EXERCISE PROMPT: Line count for "this": say how many lines of the data contain it, with no other text.

▽

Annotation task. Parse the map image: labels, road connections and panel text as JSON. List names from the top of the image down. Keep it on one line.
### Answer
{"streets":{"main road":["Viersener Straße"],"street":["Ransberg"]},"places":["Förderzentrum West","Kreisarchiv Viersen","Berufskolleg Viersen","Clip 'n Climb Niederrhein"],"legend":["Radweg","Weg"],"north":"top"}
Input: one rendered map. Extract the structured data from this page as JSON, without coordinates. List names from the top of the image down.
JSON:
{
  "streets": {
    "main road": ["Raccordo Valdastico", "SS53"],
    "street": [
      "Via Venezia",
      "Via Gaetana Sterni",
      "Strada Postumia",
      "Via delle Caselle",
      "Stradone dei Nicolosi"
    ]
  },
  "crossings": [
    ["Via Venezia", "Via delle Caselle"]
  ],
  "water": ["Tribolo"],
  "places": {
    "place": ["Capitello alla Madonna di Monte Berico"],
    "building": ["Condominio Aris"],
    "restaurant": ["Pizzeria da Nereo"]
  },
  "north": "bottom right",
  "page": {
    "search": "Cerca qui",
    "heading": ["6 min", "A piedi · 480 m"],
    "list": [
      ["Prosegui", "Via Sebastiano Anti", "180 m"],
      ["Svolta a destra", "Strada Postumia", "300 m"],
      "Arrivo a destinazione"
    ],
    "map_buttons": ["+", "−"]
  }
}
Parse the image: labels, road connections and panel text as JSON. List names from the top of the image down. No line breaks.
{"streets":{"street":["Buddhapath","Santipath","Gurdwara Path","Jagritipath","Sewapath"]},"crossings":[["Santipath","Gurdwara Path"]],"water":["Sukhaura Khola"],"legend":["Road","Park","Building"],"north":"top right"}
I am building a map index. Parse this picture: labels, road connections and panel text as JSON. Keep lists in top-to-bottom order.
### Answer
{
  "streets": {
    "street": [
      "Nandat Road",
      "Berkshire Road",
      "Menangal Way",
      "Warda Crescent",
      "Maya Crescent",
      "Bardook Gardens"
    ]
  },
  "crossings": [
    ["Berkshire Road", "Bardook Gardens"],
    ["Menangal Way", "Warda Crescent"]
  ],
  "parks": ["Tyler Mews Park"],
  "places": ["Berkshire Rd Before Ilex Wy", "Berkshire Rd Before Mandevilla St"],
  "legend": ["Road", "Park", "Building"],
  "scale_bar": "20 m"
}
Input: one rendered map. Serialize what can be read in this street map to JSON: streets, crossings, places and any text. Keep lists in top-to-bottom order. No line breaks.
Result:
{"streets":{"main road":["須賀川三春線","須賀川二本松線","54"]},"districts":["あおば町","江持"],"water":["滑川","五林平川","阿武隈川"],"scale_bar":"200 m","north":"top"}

△

THE ANSWER: 3